## [What you have to do]
What you return must be exactly the lines from the beginning of the material through the line containing "font-size:23px; font-style:normal; color:#9ca1aa", both included, and no pictures.

───

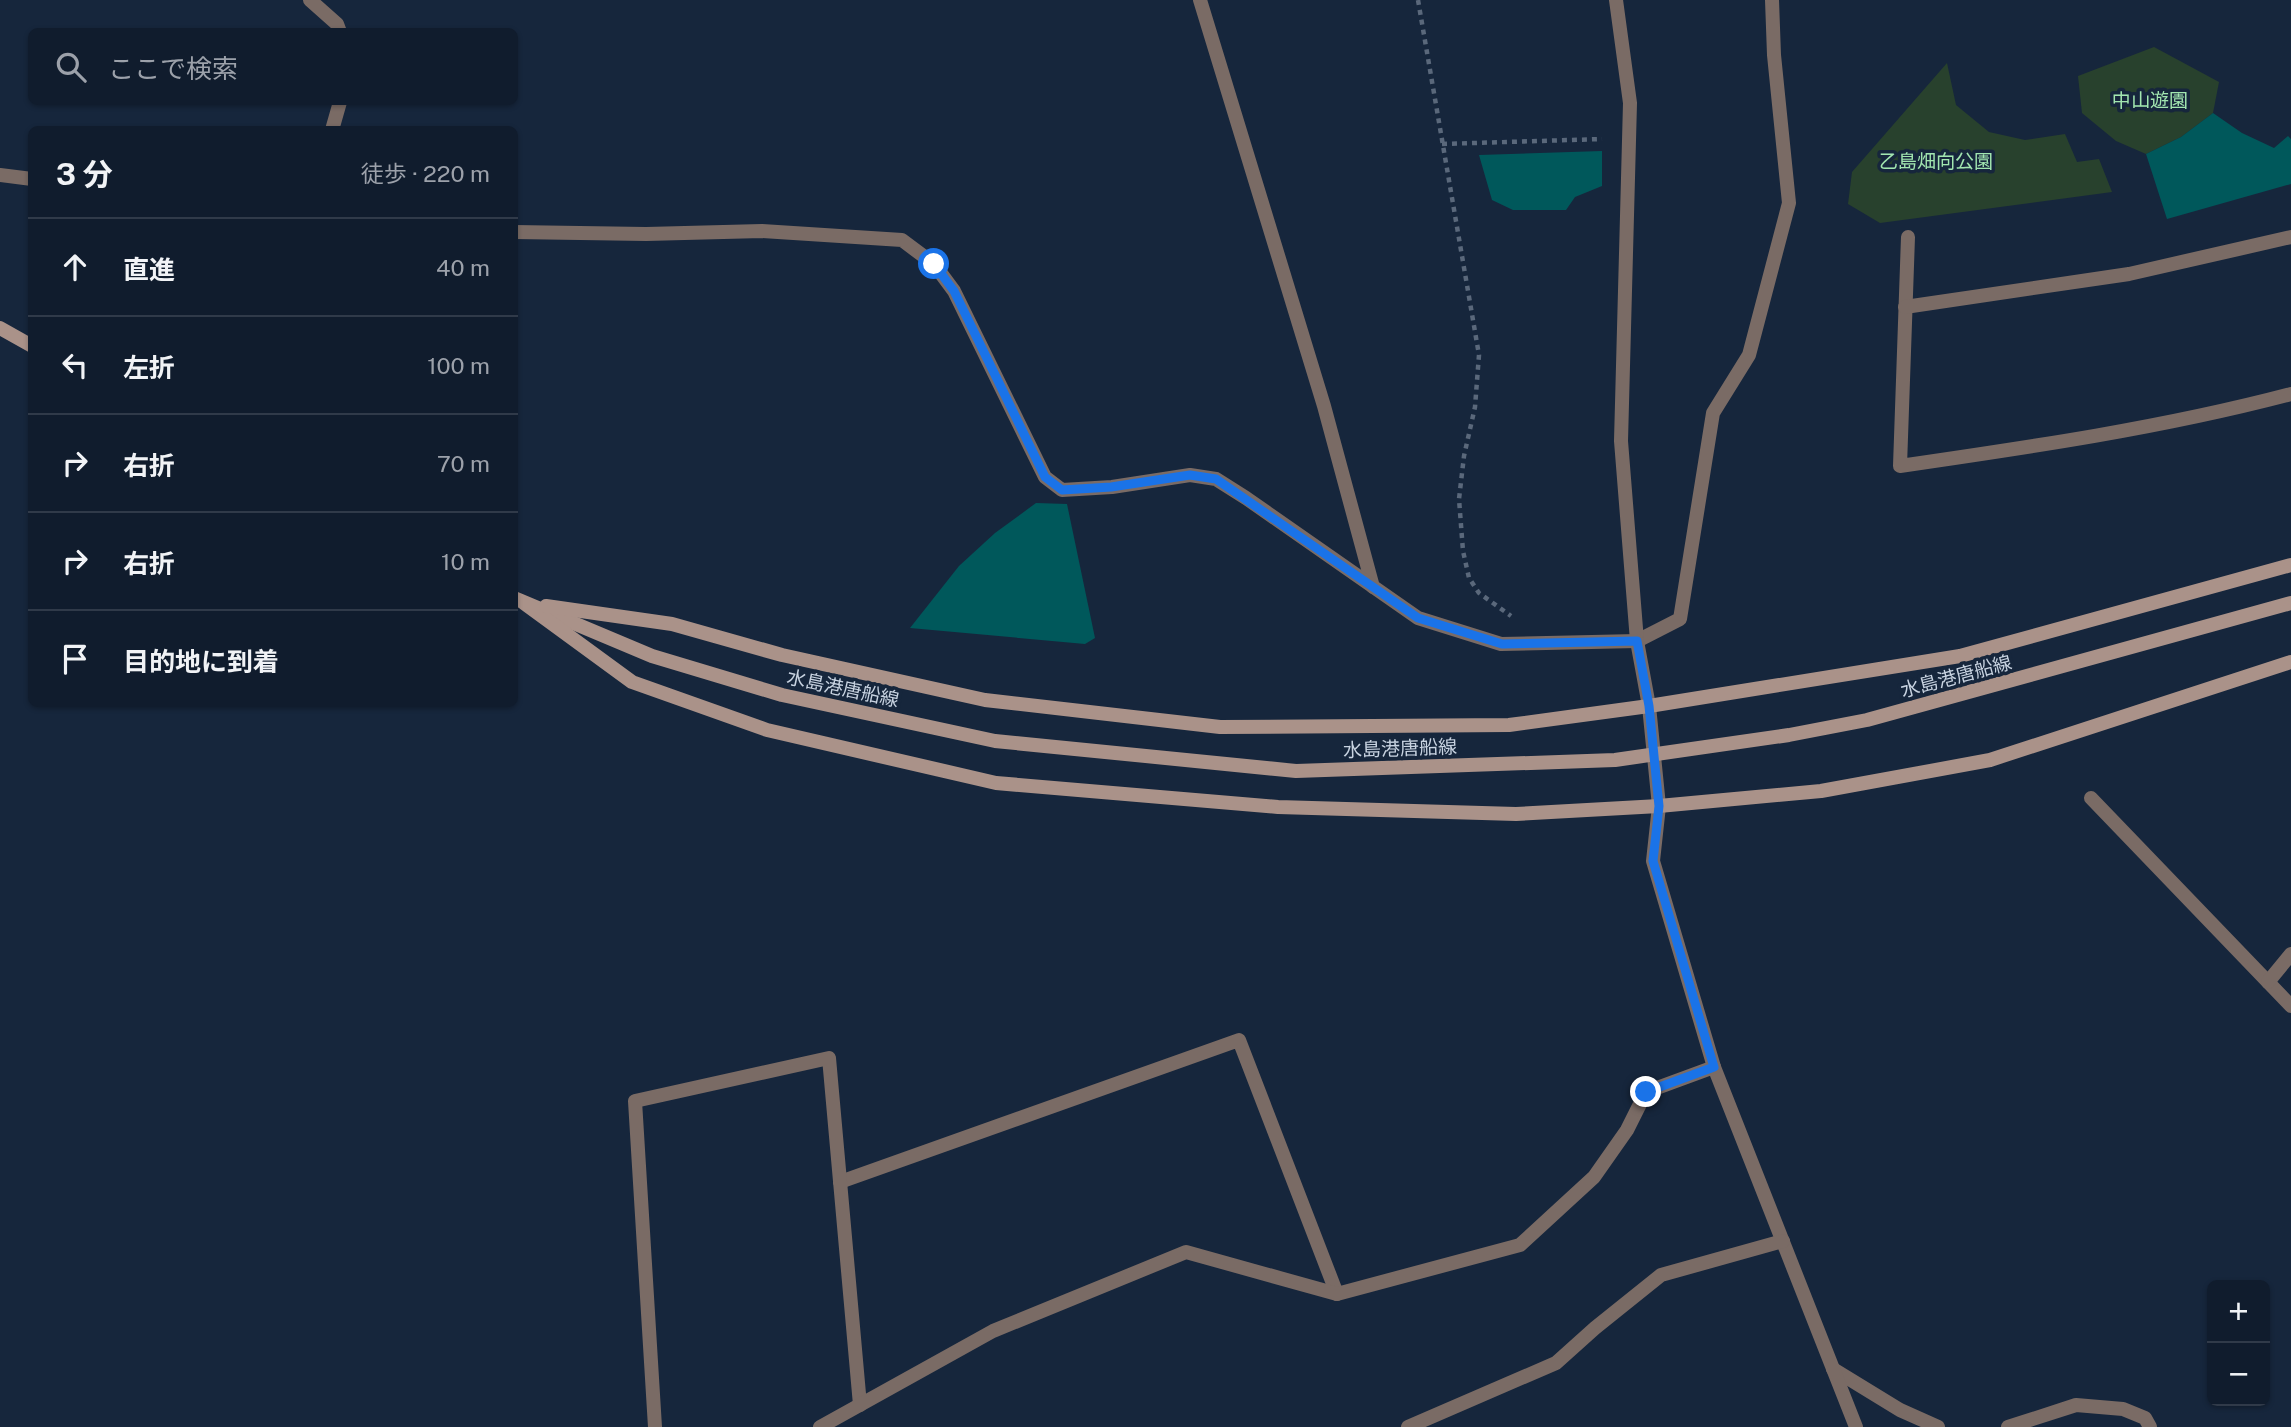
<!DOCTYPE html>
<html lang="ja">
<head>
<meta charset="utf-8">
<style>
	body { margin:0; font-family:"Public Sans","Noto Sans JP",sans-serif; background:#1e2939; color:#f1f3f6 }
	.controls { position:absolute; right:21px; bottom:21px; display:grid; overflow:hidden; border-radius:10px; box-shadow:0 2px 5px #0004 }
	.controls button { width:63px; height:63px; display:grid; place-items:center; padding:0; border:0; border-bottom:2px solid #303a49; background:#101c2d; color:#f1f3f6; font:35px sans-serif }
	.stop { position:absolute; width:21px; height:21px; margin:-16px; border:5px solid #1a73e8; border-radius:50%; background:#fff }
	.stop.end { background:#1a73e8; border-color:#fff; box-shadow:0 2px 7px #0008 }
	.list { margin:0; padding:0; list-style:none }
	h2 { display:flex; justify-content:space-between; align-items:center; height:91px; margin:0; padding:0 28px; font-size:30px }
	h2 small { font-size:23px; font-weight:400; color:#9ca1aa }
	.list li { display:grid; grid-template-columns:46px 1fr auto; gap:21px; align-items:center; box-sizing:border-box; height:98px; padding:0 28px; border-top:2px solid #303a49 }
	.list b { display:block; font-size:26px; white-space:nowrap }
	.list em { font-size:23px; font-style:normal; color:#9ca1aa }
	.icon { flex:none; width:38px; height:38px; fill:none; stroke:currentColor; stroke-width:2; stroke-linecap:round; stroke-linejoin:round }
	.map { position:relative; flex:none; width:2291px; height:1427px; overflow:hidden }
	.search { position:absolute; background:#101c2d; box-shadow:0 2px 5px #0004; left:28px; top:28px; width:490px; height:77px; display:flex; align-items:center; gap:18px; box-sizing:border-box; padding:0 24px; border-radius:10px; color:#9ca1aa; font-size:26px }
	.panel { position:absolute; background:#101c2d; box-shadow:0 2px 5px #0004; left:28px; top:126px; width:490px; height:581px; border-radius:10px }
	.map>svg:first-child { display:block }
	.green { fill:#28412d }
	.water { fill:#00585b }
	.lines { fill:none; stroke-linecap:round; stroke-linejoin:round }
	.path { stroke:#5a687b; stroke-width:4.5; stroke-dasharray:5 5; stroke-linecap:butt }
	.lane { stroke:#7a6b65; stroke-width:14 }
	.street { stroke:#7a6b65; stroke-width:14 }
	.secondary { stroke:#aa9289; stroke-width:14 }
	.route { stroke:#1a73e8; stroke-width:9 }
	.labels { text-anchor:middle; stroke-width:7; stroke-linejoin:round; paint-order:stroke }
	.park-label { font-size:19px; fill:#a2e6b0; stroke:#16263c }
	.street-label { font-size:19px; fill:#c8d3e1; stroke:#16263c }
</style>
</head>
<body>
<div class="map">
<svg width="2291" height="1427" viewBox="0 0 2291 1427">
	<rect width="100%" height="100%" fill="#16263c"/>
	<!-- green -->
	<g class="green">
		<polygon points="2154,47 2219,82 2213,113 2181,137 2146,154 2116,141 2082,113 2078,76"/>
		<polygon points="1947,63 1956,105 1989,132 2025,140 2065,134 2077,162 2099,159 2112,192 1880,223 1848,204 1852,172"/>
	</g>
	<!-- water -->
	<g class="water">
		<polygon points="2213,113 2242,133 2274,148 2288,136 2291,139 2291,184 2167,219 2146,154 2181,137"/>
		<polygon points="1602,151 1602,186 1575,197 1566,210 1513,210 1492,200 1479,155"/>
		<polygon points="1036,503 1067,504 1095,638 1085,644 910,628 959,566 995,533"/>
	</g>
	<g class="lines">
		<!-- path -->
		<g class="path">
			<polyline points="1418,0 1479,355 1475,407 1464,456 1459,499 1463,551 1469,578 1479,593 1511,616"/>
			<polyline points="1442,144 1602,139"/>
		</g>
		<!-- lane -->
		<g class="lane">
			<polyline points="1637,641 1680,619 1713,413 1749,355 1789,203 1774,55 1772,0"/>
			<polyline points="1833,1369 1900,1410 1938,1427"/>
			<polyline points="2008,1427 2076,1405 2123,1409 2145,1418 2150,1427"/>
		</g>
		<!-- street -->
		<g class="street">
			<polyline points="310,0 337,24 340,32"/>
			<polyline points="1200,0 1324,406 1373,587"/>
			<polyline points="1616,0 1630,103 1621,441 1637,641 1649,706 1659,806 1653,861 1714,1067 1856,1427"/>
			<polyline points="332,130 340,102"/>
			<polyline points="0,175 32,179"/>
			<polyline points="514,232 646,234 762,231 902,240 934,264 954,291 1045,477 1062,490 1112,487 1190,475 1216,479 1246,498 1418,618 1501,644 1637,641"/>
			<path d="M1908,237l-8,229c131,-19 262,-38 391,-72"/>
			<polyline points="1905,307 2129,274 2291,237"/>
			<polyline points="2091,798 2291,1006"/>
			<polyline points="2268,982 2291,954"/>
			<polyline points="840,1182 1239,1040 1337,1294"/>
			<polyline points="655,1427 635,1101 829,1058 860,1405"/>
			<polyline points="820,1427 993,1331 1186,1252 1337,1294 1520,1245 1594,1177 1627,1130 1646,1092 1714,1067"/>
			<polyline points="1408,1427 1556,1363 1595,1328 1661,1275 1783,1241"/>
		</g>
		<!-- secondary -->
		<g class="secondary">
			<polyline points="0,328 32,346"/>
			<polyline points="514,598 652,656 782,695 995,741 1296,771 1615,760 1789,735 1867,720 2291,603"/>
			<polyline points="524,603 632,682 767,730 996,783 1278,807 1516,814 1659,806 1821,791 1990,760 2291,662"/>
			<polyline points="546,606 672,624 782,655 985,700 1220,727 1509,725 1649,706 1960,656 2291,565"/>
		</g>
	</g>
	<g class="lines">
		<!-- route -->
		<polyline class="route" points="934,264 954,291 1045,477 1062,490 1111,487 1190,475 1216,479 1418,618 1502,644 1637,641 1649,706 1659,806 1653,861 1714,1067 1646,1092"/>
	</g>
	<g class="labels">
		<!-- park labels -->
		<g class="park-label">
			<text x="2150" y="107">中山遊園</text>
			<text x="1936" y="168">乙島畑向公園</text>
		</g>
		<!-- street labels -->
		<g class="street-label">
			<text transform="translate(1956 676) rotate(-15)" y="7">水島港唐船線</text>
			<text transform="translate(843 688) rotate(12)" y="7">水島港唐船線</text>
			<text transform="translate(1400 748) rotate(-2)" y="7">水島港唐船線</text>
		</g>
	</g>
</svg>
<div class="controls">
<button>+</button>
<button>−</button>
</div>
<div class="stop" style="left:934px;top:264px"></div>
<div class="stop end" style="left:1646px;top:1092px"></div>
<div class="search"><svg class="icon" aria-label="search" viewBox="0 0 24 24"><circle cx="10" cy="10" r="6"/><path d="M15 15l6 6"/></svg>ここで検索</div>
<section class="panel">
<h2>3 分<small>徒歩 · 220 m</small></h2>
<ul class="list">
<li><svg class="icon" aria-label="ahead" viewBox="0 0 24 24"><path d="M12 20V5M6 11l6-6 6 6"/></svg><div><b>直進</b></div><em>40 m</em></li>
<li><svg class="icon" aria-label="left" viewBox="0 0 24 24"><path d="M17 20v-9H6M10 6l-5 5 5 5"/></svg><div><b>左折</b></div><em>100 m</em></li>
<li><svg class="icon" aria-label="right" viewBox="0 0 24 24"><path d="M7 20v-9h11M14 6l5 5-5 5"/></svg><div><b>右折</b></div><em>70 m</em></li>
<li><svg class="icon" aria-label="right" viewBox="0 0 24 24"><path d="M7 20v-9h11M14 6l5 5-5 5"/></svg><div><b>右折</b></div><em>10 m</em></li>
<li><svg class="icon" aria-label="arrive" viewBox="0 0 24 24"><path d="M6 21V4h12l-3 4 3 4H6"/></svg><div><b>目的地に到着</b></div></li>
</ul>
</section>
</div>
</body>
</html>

───

## [Your response]
<!DOCTYPE html>
<html lang="ja">
<head>
<meta charset="utf-8">
<style>
	body { margin:0; font-family:"Public Sans","Noto Sans JP",sans-serif; background:#1e2939; color:#f1f3f6 }
	.controls { position:absolute; right:21px; bottom:21px; display:grid; overflow:hidden; border-radius:10px; box-shadow:0 2px 5px #0004 }
	.controls button { width:63px; height:63px; display:grid; place-items:center; padding:0; border:0; border-bottom:2px solid #303a49; background:#101c2d; color:#f1f3f6; font:35px sans-serif }
	.stop { position:absolute; width:21px; height:21px; margin:-16px; border:5px solid #1a73e8; border-radius:50%; background:#fff }
	.stop.end { background:#1a73e8; border-color:#fff; box-shadow:0 2px 7px #0008 }
	.list { margin:0; padding:0; list-style:none }
	h2 { display:flex; justify-content:space-between; align-items:center; height:91px; margin:0; padding:0 28px; font-size:30px }
	h2 small { font-size:23px; font-weight:400; color:#9ca1aa }
	.list li { display:grid; grid-template-columns:46px 1fr auto; gap:21px; align-items:center; box-sizing:border-box; height:98px; padding:0 28px; border-top:2px solid #303a49 }
	.list b { display:block; font-size:26px; white-space:nowrap }
	.list em { font-size:23px; font-style:normal; color:#9ca1aa }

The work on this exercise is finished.